> [Records for the exercise]:
>>

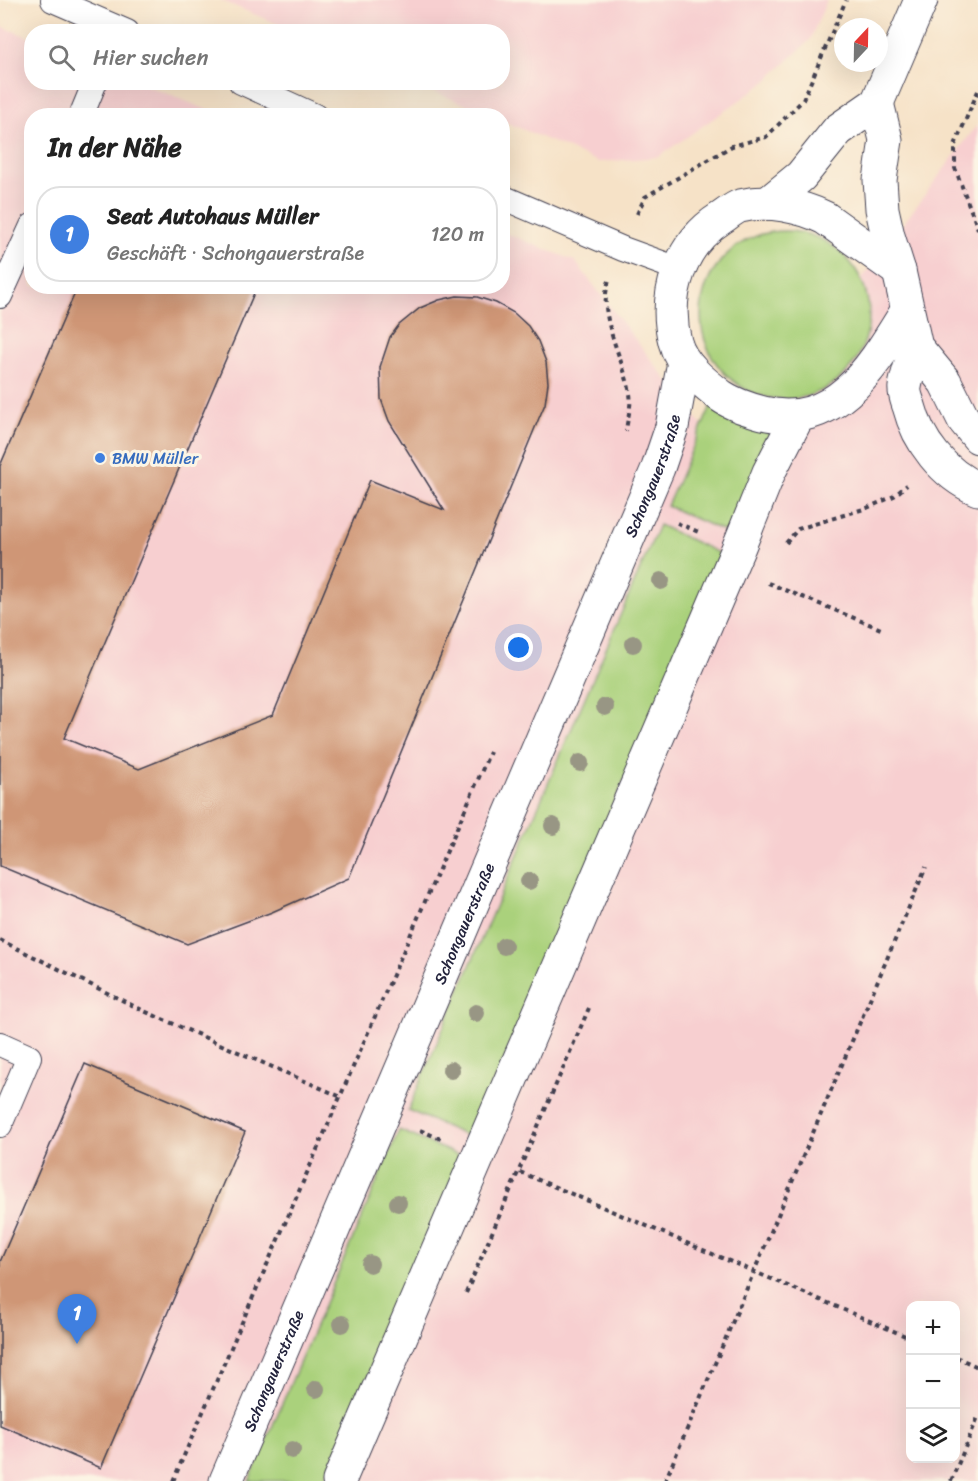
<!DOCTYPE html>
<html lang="de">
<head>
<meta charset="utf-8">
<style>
	body { margin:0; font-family:Sriracha,sans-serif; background:#f2f2f2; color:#222 }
	.controls { position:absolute; right:18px; bottom:18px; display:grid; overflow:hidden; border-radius:12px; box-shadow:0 6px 24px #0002 }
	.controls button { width:54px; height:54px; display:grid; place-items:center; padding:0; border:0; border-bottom:2px solid #e0e0e0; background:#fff; color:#222; font:30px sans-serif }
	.compass { position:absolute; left:834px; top:18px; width:54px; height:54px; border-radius:50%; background:#fff; box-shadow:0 6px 24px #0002; rotate:22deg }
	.you { position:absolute; left:519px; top:648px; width:21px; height:21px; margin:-15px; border:4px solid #fff; border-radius:50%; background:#1a73e8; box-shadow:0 0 0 9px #1a73e833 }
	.badge { display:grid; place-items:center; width:39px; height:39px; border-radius:50%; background:#d93025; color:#fff; font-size:20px; font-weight:700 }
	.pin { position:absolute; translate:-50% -50px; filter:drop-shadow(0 2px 3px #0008) }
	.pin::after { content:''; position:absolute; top:32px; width:21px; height:18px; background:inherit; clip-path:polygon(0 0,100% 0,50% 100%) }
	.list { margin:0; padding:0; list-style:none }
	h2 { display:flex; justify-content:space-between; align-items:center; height:78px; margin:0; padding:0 24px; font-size:26px }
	h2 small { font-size:20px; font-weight:400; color:#767676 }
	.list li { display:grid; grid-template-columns:39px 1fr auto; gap:18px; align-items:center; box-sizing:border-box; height:96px; margin:0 12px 12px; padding:0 12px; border:2px solid #e0e0e0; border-radius:24px }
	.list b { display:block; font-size:22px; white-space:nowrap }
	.list p { margin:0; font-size:20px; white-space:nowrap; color:#767676 }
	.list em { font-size:20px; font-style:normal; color:#767676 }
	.icon { flex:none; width:33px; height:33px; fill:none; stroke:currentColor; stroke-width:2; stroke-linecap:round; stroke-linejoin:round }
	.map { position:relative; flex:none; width:978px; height:1481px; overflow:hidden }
	.search { position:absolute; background:#fff; box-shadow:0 6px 24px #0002; left:24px; top:24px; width:486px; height:66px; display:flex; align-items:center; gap:15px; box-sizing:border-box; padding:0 21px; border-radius:24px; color:#767676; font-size:22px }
	.panel { position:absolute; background:#fff; box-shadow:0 6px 24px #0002; left:24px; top:108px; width:486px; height:186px; border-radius:24px }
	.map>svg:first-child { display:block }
	.built { fill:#f7cfd0; fill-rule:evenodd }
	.green { fill:#aad17c; stroke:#667a5c; stroke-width:1.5 }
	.building { fill:#cf9676 }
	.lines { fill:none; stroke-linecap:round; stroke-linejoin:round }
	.lane-casing { stroke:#423f50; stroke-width:26 }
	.street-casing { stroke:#423f50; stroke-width:35 }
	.path { stroke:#423f50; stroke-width:4; stroke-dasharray:4.5 4.5; stroke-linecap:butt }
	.lane { stroke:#fff; stroke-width:24 }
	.street { stroke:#fff; stroke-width:33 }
	.tree { fill:#989684 }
	.shop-dot { fill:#3f7fe0; stroke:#fcf5e5; stroke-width:2 }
	.labels { text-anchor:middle; stroke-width:6; stroke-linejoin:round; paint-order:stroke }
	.shop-label { font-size:16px; fill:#366cbe; stroke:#fcf5e5; text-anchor:start }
	.street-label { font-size:16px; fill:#22223b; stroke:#fcf5e5 }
</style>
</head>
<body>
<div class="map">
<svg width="978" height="1481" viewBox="0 0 978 1481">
	<rect width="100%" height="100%" fill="#fcf5e5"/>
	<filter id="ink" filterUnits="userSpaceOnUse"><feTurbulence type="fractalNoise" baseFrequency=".0167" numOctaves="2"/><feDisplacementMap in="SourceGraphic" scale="12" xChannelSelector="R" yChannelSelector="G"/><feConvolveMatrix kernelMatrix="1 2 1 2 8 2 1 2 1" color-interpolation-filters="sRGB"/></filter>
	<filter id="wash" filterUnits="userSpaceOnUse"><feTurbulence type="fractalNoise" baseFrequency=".008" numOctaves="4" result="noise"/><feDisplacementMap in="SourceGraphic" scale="24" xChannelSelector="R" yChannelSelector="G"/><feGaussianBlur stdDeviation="1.35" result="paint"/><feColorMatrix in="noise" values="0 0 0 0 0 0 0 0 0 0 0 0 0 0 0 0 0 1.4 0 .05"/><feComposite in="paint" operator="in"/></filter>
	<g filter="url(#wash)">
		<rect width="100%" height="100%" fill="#f6e2c7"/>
		<g class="built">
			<polygon points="220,0 827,0 810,40 763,84 658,157 599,162 503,121 502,116 491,115 413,83 502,82 502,32 294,31"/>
			<path d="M0,26L31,38L32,82L140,83L220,115L32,116V286H502L503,232L575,261L727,458L978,124V1481H0ZM910,1306H956V1458H910Z"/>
		</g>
		<g class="green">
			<circle cx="785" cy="315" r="84"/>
			<polygon points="711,406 733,419 769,432 770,436 730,534 667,506"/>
			<polygon points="659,525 721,554 471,1138 408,1110"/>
			<polygon points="399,1130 462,1157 324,1481 249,1481"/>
		</g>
		<g id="blocks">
			<g class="building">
				<polygon points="78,286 257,286 64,738 139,769 273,715 370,480 444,510 389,421 381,399 380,367 390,337 399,325 420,308 439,300 457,296 477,297 496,303 514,313 528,326 538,341 546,362 548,383 545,404 539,418 349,878 272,912 187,944 0,866 0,466"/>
				<polygon points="85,1064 245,1132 101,1468 0,1425 0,1262"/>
			</g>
		</g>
	</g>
	<g filter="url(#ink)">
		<use href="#blocks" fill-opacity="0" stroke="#423f50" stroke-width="1.5"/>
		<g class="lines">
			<defs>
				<g id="lane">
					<polyline points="53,0 127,32"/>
					<polyline points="241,82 315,116"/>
					<polyline points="81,116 95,82"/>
					<polyline points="502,197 623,249 678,269"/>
					<polyline points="0,296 32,226"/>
					<polyline points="0,1044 29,1057 0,1125"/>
				</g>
				<g id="street">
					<polyline points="877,103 886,140 880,180 882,209 888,236 899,271 916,347 945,382 964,420 978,437"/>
					<polyline points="768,203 801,176 838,130 877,103 921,0"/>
					<path d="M899,271L825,218C801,206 767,199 740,206C734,208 727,214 721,218C680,244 663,295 675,342C681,365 703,382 721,396C734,405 748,409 763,413C837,431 874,364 907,311"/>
					<path d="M916,347C913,360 907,374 905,387C904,393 907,400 909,406C918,441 943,474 978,489"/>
					<path id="s1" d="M226,1481L658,468L672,427L684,362"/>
					<polyline points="339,1481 738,549 769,472 798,416"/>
				</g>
			</defs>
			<use href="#lane" class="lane-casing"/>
			<use href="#street" class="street-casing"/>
			<g class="path">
				<polyline points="978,91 955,145 955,168 978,229"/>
				<polyline points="637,214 645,197 732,146 766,137 803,100 846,0"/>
				<path d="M609,281C596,315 625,361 630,394C632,405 627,420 626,431"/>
				<polyline points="677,523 701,533"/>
				<polyline points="786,543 798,529 867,508 894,496 907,485"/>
				<polyline points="768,583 881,629"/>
				<polyline points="0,940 144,1011 339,1096"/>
				<polyline points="420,1130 443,1140"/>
				<polyline points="520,1172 910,1338"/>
				<polyline points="466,1293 589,1008"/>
				<polyline points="956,1357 978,1367"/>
				<polyline points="173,1481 490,752"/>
				<polyline points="665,1481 926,867"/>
				<polyline points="951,1481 978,1417"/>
			</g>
			<use href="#lane" class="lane"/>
			<use href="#street" class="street"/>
		</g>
		<g class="tree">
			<circle cx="661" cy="581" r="9"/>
			<circle cx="633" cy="644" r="9"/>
			<circle cx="605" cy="707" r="9"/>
			<circle cx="580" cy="763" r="9"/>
			<circle cx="553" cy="826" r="9"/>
			<circle cx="529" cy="881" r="9"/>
			<circle cx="504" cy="946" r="9"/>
			<circle cx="476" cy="1013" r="9"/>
			<circle cx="451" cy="1070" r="9"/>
			<circle cx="398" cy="1203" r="9"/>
			<circle cx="370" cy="1264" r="9"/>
			<circle cx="342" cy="1324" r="9"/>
			<circle cx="316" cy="1389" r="9"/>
			<circle cx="292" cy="1450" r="9"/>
		</g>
	</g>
	<circle class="shop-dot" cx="100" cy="458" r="6"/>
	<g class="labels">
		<g class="shop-label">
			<text x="112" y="464">BMW Müller</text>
		</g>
		<g class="street-label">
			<text dy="6" stroke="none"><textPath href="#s1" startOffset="1092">Schongauerstraße</textPath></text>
			<text dy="6" stroke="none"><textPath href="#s1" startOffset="606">Schongauerstraße</textPath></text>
			<text dy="6" stroke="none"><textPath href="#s1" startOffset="120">Schongauerstraße</textPath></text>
		</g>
	</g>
</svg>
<div class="controls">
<button>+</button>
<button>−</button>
<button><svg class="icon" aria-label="layers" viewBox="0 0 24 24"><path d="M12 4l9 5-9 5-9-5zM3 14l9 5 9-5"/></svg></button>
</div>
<svg class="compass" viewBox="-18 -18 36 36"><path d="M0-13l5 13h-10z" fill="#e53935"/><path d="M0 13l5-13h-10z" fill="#767676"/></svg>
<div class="you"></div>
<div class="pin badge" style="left:77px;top:1344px;background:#3f7fe0">1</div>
<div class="search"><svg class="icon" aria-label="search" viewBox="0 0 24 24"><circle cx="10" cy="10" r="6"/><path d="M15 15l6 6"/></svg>Hier suchen</div>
<section class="panel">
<h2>In der Nähe<small></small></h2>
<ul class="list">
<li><span class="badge" style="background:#3f7fe0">1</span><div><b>Seat Autohaus Müller</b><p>Geschäft · Schongauerstraße</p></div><em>120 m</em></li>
</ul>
</section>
</div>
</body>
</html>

<<

> [What the exercise asks]: Look above for the line with "position:absolute; translate:-50% -50px;"; retype exactly that line, every line after it up to the line with "content:''; position:absolute; top:32px;", and that line too, nothing else.

> [Response to this task]:
	.pin { position:absolute; translate:-50% -50px; filter:drop-shadow(0 2px 3px #0008) }
	.pin::after { content:''; position:absolute; top:32px; width:21px; height:18px; background:inherit; clip-path:polygon(0 0,100% 0,50% 100%) }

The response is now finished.